▸ Exercise objective
Your answer should consist of every line from the records that holds the string "import".

Stored data
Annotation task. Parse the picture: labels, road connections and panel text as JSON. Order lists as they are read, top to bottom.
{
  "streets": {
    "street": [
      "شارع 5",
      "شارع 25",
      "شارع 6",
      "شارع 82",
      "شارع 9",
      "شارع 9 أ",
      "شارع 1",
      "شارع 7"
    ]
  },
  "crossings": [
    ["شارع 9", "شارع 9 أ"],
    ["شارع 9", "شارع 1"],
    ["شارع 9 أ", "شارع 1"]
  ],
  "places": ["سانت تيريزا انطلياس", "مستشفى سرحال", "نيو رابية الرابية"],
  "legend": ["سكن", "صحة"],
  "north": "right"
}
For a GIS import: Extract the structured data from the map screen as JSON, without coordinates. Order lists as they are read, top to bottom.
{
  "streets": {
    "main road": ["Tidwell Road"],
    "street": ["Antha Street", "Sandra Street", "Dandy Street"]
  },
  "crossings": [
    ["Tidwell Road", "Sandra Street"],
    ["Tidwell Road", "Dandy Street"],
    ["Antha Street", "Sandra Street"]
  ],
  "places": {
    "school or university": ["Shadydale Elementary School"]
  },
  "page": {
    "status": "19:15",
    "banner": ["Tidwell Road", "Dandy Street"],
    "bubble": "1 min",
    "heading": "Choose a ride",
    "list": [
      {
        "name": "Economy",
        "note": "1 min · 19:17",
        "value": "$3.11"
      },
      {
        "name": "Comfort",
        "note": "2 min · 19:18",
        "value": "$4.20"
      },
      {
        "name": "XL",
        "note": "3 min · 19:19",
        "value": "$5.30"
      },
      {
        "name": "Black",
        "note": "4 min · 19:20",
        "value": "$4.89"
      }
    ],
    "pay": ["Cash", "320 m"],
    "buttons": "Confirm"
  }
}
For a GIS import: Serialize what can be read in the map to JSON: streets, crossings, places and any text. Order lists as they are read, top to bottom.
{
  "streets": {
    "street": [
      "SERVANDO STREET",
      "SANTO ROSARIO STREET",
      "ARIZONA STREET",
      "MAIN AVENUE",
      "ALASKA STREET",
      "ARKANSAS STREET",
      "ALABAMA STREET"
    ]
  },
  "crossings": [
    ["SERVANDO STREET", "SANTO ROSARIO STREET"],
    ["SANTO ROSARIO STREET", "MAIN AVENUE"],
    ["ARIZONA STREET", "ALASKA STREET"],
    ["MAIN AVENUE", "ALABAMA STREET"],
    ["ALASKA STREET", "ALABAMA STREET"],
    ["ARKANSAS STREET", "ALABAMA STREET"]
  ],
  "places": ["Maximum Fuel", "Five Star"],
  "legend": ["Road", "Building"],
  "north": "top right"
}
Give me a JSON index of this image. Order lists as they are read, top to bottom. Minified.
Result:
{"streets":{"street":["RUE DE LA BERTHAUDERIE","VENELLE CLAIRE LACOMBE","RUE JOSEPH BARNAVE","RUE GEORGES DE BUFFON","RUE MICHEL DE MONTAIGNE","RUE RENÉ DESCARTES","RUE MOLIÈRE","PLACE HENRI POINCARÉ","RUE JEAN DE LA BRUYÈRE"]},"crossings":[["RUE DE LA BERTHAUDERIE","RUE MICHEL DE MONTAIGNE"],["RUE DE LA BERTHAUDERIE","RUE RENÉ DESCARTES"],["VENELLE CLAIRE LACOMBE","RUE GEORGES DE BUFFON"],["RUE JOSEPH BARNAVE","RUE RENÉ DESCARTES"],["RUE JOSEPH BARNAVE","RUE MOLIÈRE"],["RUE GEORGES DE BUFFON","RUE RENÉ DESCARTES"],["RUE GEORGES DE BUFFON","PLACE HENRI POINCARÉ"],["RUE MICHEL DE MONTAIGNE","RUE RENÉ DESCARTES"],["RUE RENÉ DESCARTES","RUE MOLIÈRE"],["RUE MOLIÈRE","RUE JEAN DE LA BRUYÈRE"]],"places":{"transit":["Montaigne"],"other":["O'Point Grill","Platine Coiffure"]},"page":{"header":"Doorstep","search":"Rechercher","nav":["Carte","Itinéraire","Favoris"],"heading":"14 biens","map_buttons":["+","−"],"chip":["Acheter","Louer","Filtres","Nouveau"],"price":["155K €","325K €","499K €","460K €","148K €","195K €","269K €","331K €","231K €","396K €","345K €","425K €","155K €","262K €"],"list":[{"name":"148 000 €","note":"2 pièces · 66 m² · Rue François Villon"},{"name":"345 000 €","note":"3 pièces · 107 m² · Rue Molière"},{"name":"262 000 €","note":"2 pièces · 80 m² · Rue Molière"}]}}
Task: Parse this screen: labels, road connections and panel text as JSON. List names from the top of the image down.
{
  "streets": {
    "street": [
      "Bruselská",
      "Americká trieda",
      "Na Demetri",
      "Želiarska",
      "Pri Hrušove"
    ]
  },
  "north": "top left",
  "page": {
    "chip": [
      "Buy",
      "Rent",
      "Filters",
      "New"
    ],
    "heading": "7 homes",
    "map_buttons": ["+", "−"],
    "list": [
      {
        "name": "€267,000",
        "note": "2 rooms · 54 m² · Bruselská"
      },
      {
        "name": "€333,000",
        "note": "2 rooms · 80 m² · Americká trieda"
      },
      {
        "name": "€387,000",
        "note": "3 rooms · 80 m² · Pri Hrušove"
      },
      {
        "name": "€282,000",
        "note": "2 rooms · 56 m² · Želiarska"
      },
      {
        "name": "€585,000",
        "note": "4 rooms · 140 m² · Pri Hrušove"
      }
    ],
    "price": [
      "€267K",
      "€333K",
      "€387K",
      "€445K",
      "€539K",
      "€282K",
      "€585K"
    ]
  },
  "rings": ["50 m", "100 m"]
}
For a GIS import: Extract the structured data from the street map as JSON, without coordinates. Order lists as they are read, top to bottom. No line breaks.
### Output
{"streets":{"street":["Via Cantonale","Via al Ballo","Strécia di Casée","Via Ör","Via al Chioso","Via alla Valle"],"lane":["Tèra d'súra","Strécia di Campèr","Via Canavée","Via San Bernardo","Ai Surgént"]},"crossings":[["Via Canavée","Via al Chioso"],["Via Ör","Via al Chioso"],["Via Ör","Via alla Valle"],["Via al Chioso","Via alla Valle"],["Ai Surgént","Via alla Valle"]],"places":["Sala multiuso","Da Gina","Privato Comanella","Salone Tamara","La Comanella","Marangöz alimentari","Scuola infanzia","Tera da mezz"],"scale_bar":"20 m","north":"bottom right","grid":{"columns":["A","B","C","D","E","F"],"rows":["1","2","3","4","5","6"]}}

▸ Your solution
For a GIS import: Extract the structured data from the map screen as JSON, without coordinates. Order lists as they are read, top to bottom.
For a GIS import: Serialize what can be read in the map to JSON: streets, crossings, places and any text. Order lists as they are read, top to bottom.
For a GIS import: Extract the structured data from the street map as JSON, without coordinates. Order lists as they are read, top to bottom. No line breaks.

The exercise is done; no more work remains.